Вы просите у меня мой портрет,
Но написанный с натуры;
Мой милый, он быстро будет готов,
Хотя и в миниатюре.

А. С. Пушкин. Мой портрет

Николай Михайлович Карамзин (1766—1826) — историк, крупнейший литератор эпохи сентиментализма, редактор «Московского журнала» и «Вестника Европы», реформатор русского языка. Он искал средства выражения новых для его времени идей и чувств. Новое мышление, новый взгляд на мир «требовали» и новых языковых средств. Карамзин обогатил наш язык такими словами-кальками, как «впечатление», «влияние», «трогательный», «занимательный». Именно он ввёл в обиход слова «промышленность», «моральный», «эстетический», «эпоха» и т. д.

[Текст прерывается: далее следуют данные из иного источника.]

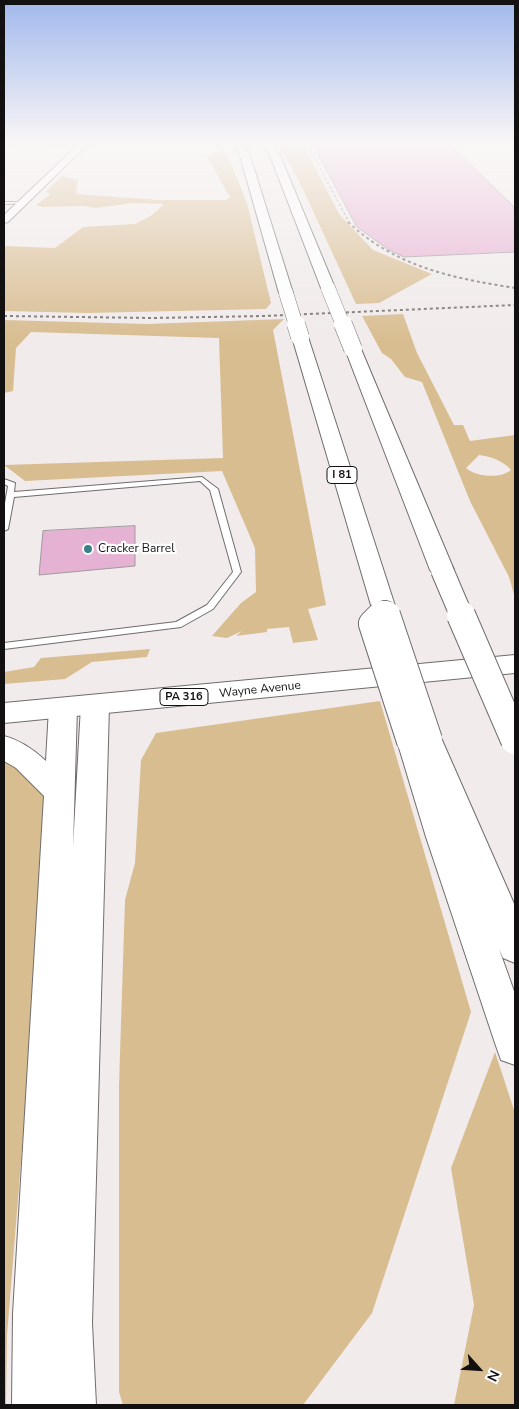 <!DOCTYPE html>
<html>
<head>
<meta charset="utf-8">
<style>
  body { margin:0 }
  #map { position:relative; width:519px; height:1409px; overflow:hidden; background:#f1ebeb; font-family:"Nunito Sans",sans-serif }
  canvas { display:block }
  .frame { position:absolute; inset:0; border:5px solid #121010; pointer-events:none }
  .north { position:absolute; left:454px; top:1344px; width:50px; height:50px; -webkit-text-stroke:4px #fff; paint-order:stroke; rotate:116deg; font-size:14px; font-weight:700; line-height:20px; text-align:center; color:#121010 }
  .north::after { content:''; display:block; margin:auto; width:18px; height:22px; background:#121010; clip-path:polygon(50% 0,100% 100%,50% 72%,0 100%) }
</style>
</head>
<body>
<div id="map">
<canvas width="519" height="1409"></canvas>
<div class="frame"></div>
<div class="north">N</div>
</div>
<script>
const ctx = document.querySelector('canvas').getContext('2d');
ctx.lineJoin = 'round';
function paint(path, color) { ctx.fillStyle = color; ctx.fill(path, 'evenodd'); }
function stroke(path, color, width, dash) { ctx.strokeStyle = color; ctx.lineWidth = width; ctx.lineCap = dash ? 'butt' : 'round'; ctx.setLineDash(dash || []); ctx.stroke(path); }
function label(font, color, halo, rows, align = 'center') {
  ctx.font = font + ' "Nunito Sans",sans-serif'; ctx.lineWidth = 4.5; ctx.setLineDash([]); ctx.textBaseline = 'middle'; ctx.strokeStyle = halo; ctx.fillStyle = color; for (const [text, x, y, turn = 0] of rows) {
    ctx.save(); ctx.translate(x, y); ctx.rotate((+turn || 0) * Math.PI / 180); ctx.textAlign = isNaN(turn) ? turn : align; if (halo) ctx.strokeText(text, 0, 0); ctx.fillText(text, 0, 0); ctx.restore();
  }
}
paint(new Path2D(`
  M 277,142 L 302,142 L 339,214 L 373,250 L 432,274 L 379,303 L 356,304 L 300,183 Z
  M 222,149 L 227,153 L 247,203 L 271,303 L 266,309 L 87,313 L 4,311 L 4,246 L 55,248 L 83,227 L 135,224 L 152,215 L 164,204 L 133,203 L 96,208 L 83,206 L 42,207 L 36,205 L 51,194 L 45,192 L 62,176 L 78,180 L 76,194 L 159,200 L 226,200 L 230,197 L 207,157 Z
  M 403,314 L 417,353 L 454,425 L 463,425 L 470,441 L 515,435 L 515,598 L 509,577 L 470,501 L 422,382 L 405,377 L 391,359 L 382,353 L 362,316 ZM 479,455 C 492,457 502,460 511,470 C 501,479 476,477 466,468 Z
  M 284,319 L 273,330 L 326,605 L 308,609 L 318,640 L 293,643 L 289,627 L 267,629 L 267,632 L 236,636 L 242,631 L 227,638 L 212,636 L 241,603 L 256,592 L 255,548 L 222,471 L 25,481 L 4,465 L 223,458 L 219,338 L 31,332 L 16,348 L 13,391 L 4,393 L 4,320 L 147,324 Z
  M 150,649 L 147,657 L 92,662 L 65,679 L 4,684 L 4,672 L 34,667 L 41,658 Z
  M 380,701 L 471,1012 L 372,1313 L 303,1405 L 123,1405 L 119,1392 L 119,1085 L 125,900 L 135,863 L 141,760 L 156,733 Z
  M 4,757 L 50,802 L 7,1335 L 6,1405 L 4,1405 Z
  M 495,1052 L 515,1113 L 515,1405 L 454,1405 L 474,1305 L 451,1168 Z`), '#d8bd91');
const building = new Path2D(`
  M 312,142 L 448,142 L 515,208 L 515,252 L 404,257 L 389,250 L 357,227 Z
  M 135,526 L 135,566 L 39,575 L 43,531 Z`);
paint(building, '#e6b2d3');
stroke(building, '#9f9a9d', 1);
const service = new Path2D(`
  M 4,142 L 82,145 L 84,146 L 4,144 Z
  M 4,202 L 22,202 L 24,203 L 4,204 Z
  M 202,477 L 218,489 L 241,572 L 213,609 L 181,627 L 4,649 L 4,643 L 176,622 L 207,605 L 233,572 L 210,490 L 200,481 L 14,497 L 8,529 L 4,531 L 4,509 L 8,486 L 4,484 L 4,479 L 15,483 L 14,492 Z`);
const tertiary = new Path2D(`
  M 81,142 L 90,142 L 8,222 L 4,223 L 4,215 Z`);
const primary = new Path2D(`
  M 515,655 L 515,673 L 4,723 L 4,703 Z`);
const motorway = new Path2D(`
  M 232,142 L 242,142 L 250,156 L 293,293 L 291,296 L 281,296 L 279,293 L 240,156 Z
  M 262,142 L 272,142 L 281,158 L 335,288 L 333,291 L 323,291 L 321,288 L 271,158 Z
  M 300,332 L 306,334 L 308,337 L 397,612 L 394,618 L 385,620 L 376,618 L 373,612 L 292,337 L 294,334 Z
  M 353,344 L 359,346 L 361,349 L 454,570 L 450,575 L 442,577 L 434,575 L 430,570 L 345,349 L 347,346 Z
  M 95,696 L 105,699 L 109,706 L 92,1323 L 96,1405 L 12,1405 L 13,1314 L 44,796 L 16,768 L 4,761 L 4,736 C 20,740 34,750 46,761 L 49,708 L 53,701 L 63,698 L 73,701 L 77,708 L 73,847 L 81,706 L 85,699 Z
  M 428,729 L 438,732 L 442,740 L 515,906 L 515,963 L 503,958 L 499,949 L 515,994 L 515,1065 L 501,1060 L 496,1046 L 426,837 L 397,741 L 401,733 C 411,730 418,732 428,729 Z`);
stroke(service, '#716c6c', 2);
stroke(tertiary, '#716c6c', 2);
stroke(primary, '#716c6c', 2);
stroke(motorway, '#716c6c', 2);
paint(service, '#fff');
paint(tertiary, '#fff');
paint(primary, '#fff');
paint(motorway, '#fff');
stroke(new Path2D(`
  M 306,142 L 350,224`), '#767272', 1, [2.5, 2.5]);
stroke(new Path2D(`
  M 348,222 C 396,267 452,278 515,288
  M 4,316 L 152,318 L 264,316 L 515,305`), '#767272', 2, [3, 3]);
const motorwayBridgeFar3 = new Path2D(`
  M 328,288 L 343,325
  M 286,293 L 296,325`);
const motorwayBridgeFar2 = new Path2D(`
  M 296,324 L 300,337
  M 343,324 L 353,349`);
const motorwayBridgeFar1 = new Path2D(`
  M 442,570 L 462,617
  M 380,617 L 385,612 L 387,617`);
const motorwayBridge = new Path2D(`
  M 382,615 L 373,624 L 411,741
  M 386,615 L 428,740
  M 461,615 L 515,740`);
stroke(motorwayBridgeFar3, '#716c6c', 15, []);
stroke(motorwayBridgeFar2, '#716c6c', 19, []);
stroke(motorwayBridgeFar1, '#716c6c', 24, []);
stroke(motorwayBridge, '#716c6c', 30, []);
stroke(motorwayBridgeFar3, '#fff', 14);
stroke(motorwayBridgeFar2, '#fff', 18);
stroke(motorwayBridgeFar1, '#fff', 22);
stroke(motorwayBridge, '#fff', 28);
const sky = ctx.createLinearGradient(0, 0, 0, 340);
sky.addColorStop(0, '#a2b8ec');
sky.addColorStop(0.42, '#f9f6f6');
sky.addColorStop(1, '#f9f6f600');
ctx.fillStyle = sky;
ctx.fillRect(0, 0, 519, 340);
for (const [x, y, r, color] of [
  [88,549,5,"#39808b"]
]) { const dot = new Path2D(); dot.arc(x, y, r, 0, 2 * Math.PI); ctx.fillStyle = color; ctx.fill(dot); stroke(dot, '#fff', 2); }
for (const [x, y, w] of [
  [342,475,30],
  [184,697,48]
]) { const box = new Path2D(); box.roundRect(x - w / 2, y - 8.5, w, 17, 4); ctx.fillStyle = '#fff'; ctx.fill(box); stroke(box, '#121010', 1); }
label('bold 11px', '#121010', null, [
  ["I 81",342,475],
  ["PA 316",184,697]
]);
label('12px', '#121010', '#fff', [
  ["Cracker Barrel",98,549]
], 'left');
label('12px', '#121010', '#fff', [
  ["Wayne Avenue",260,690,-6]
]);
</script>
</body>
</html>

Главный вывод, который сделал Карамзин: в живом языке должно быть место и старому, и новому, и исконному, и привнесённому. Портрет работы В. А. Тропинина, 1818 год.
Александр Семёнович Шишков (1754—1841) — писатель, литературовед, филолог, мемуарист, министр народного просвещения, ярый защитник языка от избыточных заимствований — обвинял некоторых современников в галломании. Он говорил о необходимости национального воспитания, требовал внимания к забытым сокровищам русского языка. Портрет работы Д. Доу, 1827 год.

Гибель русского языка… О ней говорили в те времена, когда я только поступила на филологический факультет в родном Иванове. «Русский язык в коме и вот-вот погибнет» — били в набат, когда я начала преподавать. И сейчас исследователи и образованные люди стараются «достучаться» до молодого поколения, «открыть глаза» обществу, доказать, что русский язык разрушается на глазах и необходимо срочно принимать меры по его спасению.

Но… как сказал когда-то Марк Твен: «Слухи о моей смерти сильно преувеличены».

>

Наш «живой труп» входит в пятёрку мировых лингвистических гигантов. На нём говорят сотни миллионов людей. Он развивается жадно, ярко, приобретая всё новые черты. Он живой, растёт и обновляется, отшелушивая ненужное и отращивая необходимое, как любой эволюционирующий организм. Так почему же образованный человек испытывает такое негодование и возмущение, когда слышит современную речь, когда открывает газеты и журналы, читает сетевые ресурсы, смотрит телевизионные передачи?

Размышляя об этом, я смогла, мне кажется, найти ответ для себя. И готова им поделиться с читателями «Науки и жизни». Но прежде хотелось бы пояснить, как я воспринимаю язык вообще.

Порой для лучшего понимания идею важно визуализировать, выразить через образ. Для меня таким образом, который помогает «увидеть» язык, стали зеркальные подсолнухи, описанные Киром Булычёвым в одной из историй об Алисе Селезнёвой. Писатель придумал растения, которые в процессе роста записывали на тонких плёночках всё, чему были свидетелями. Когда «подсолнух» срывали и он увядал, плёночки разрушались и начинали показывать прошедшее в режиме обратной съёмки.

Любой живой язык очень похож на зеркальные подсолнухи Булычёва. Мы, говорящие на нём, видим только верхний слой, современный, ровное зеркало. Когда исследователь-лингвист берётся анализировать языковой материал, снимать плёночку за плёночкой, он видит отражённую в языке историю нации со всеми влияниями и заимствованиями.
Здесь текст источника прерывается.